当前位置: X-MOL 学术Multimedia Syst. › 论文详情
Our official English website, www.x-mol.net, welcomes your feedback! (Note: you will need to create a separate account there.)
Improved SSD using deep multi-scale attention spatial–temporal features for action recognition
Multimedia Systems ( IF 3.9 ) Pub Date : 2021-07-14 , DOI: 10.1007/s00530-021-00831-4
Shuren Zhou 1 , Jia Qiu 1 , Arun Solanki 2

The biggest difference between video-based action recognition and image-based action recognition is that the former has an extra feature of time dimension. Most methods of action recognition based on deep learning adopt: (1) using 3D convolution to modeling the temporal features; (2) introducing an auxiliary temporal feature, such as optical flow. However, the 3D convolution network usually consumes huge computational resources. The extraction of optical flow requires an extra tedious process with an extra space for storage, and is usually modeled for short-range temporal features. To construct the temporal features better, in this paper we propose a multi-scale attention spatial–temporal features network based on SSD, by means of piecewise on long range of the whole video sequence to sparse sampling of video, using the self-attention mechanism to capture the relation between one frame and the sequence of frames sampled on the entire range of video, making the network notice the representative frames on the sequence. Moreover, the attention mechanism is used to assign different weights to the inter-frame relations representing different time scales, so as to reasoning the contextual relations of actions in the time dimension. Our proposed method achieves competitive performance on two commonly used datasets: UCF101 and HMDB51.

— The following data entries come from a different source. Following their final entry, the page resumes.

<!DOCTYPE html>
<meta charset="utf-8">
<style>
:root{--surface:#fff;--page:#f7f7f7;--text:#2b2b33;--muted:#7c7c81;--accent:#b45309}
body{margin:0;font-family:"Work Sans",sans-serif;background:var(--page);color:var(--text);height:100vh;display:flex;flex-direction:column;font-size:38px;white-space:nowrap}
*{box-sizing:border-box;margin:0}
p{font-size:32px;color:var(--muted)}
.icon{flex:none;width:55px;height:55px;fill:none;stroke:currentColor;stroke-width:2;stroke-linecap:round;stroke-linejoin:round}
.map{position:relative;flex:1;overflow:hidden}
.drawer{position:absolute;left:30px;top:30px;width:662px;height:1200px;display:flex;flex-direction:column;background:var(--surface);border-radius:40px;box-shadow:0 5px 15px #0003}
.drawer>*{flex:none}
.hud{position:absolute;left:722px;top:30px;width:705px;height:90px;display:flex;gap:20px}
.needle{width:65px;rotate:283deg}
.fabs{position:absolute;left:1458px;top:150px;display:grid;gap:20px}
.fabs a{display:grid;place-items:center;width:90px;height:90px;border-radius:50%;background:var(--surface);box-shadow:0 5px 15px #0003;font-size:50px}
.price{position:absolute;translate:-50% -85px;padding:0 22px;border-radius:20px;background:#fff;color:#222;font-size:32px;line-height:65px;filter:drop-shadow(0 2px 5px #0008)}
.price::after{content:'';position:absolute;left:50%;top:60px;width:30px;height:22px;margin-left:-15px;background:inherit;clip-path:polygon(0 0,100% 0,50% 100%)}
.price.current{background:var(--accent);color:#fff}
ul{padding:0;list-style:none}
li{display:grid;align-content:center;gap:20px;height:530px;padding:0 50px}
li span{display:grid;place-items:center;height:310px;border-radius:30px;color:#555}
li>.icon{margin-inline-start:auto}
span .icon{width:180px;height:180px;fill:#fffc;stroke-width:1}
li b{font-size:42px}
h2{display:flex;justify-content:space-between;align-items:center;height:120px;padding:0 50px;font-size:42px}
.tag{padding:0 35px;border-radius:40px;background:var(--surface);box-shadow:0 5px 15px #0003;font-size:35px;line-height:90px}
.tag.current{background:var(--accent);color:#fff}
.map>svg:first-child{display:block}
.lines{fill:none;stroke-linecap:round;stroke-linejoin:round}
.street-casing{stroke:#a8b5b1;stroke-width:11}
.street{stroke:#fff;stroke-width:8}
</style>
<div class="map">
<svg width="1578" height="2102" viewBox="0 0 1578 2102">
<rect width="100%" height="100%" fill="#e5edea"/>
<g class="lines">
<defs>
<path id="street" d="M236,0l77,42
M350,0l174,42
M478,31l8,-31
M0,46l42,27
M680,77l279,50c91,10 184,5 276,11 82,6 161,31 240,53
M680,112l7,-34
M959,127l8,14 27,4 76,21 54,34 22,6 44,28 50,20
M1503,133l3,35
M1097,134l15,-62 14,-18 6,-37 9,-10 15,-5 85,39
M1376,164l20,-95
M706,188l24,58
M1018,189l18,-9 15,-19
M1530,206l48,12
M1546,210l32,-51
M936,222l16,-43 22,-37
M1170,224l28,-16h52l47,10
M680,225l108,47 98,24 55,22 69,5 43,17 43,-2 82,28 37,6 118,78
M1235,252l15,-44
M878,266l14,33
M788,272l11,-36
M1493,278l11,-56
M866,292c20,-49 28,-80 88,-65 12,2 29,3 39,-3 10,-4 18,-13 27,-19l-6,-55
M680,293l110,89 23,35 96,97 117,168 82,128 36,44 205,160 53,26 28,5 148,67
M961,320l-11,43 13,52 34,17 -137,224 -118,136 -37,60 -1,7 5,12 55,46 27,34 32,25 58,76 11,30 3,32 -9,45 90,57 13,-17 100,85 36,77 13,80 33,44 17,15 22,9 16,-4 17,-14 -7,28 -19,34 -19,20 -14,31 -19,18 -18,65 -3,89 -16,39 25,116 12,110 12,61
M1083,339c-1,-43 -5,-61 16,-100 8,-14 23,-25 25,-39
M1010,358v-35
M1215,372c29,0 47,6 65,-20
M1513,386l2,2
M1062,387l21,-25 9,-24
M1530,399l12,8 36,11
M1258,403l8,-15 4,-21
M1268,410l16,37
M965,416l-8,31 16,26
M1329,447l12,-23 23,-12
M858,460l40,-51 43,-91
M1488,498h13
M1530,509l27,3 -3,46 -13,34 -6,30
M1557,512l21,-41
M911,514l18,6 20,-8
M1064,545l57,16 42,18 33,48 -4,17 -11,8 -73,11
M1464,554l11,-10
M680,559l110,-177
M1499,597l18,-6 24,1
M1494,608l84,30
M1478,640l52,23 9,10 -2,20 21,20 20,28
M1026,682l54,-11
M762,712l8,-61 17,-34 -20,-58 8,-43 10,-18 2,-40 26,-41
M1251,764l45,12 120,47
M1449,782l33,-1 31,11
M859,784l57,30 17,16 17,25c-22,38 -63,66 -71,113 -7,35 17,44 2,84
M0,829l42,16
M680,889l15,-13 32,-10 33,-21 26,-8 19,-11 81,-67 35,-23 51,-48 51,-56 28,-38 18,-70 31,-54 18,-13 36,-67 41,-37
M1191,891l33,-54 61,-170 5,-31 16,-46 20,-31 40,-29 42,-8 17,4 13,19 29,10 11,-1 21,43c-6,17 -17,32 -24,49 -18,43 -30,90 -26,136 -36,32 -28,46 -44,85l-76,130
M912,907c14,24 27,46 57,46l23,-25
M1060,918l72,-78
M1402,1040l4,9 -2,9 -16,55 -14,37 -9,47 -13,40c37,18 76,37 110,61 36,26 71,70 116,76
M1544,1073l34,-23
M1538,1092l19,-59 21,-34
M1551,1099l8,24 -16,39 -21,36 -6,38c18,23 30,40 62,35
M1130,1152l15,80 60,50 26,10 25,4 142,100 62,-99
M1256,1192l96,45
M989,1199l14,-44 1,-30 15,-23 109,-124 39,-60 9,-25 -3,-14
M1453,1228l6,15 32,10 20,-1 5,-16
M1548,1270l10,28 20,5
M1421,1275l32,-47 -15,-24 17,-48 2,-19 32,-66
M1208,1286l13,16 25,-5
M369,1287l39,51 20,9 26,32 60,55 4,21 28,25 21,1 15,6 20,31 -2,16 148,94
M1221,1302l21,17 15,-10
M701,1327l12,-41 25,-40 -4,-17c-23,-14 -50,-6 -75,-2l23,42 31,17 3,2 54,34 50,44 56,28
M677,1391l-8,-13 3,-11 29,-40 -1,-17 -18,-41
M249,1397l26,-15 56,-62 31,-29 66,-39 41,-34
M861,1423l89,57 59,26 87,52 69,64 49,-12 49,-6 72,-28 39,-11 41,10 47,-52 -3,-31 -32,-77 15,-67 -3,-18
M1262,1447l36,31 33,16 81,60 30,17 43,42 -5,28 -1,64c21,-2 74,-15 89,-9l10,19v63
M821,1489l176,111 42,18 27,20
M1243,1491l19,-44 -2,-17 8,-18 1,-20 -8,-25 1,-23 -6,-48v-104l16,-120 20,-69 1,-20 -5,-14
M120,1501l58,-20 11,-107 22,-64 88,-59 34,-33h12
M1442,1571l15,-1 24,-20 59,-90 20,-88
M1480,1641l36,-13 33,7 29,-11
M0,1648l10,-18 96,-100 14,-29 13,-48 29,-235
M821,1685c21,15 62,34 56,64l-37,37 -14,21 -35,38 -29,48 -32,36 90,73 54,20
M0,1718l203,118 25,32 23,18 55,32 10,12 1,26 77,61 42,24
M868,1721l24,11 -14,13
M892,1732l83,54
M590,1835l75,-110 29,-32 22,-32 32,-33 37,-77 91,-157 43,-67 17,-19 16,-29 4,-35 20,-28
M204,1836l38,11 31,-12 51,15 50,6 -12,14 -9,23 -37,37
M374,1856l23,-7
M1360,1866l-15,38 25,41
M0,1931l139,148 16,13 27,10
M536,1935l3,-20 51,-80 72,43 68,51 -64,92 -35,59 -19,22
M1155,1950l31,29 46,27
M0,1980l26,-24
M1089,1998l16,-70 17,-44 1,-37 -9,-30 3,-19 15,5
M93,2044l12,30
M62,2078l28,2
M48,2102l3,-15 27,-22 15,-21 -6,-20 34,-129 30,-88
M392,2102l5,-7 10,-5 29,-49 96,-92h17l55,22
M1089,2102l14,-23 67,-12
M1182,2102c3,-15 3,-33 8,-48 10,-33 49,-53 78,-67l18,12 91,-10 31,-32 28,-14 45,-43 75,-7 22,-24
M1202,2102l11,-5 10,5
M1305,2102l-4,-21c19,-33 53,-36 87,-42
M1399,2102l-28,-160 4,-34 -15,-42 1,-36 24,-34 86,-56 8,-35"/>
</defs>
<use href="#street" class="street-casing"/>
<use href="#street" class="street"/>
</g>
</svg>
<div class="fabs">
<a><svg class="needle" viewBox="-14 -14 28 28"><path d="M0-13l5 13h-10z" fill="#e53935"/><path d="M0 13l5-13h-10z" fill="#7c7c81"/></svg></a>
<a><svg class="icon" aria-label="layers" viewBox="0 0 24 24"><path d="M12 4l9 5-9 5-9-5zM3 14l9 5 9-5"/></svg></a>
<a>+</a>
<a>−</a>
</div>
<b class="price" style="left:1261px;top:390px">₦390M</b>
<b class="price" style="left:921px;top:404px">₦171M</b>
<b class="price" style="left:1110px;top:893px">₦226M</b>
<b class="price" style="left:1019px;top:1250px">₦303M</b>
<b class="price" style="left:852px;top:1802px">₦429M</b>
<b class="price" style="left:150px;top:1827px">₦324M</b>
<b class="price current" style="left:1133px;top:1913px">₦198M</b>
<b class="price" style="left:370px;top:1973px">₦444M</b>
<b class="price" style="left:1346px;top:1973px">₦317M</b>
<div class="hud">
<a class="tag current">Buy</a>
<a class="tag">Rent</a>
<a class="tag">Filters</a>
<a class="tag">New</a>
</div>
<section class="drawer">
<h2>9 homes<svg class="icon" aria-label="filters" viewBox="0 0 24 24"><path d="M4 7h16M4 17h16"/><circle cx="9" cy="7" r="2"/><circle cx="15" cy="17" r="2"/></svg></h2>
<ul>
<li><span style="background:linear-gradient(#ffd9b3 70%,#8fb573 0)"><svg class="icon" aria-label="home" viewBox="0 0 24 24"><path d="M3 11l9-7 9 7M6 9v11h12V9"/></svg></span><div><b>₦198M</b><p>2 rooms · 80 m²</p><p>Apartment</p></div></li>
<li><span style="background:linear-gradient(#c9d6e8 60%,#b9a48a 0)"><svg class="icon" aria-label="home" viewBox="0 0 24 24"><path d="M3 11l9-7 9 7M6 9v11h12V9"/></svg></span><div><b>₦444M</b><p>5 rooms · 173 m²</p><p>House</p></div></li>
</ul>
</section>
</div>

使用深度多尺度注意时空特征改进 SSD 进行动作识别

基于视频的动作识别和基于图像的动作识别最大的区别在于前者具有额外的时间维度特征。大多数基于深度学习的动作识别方法采用:(1)使用3D卷积对时间特征进行建模;(2) 引入辅助时间特征,例如光流。然而,3D 卷积网络通常会消耗大量的计算资源。光流的提取需要额外的繁琐过程和额外的存储空间,并且通常针对短程时间特征进行建模。为了更好地构建时间特征,本文提出了一种基于SSD的多尺度注意力时空特征网络,通过对整个视频序列的长距离分段对视频进行稀疏采样,使用自注意力机制捕获一帧与在整个视频范围内采样的帧序列之间的关系,使网络注意到序列上的代表帧。此外,注意力机制用于为代表不同时间尺度的帧间关系分配不同的权重,从而在时间维度上推理动作的上下文关系。我们提出的方法在两个常用数据集上取得了有竞争力的性能:UCF101 和 HMDB51。从而在时间维度上推理动作的上下文关系。我们提出的方法在两个常用数据集上取得了有竞争力的性能:UCF101 和 HMDB51。从而在时间维度上推理动作的上下文关系。我们提出的方法在两个常用数据集上取得了有竞争力的性能:UCF101 和 HMDB51。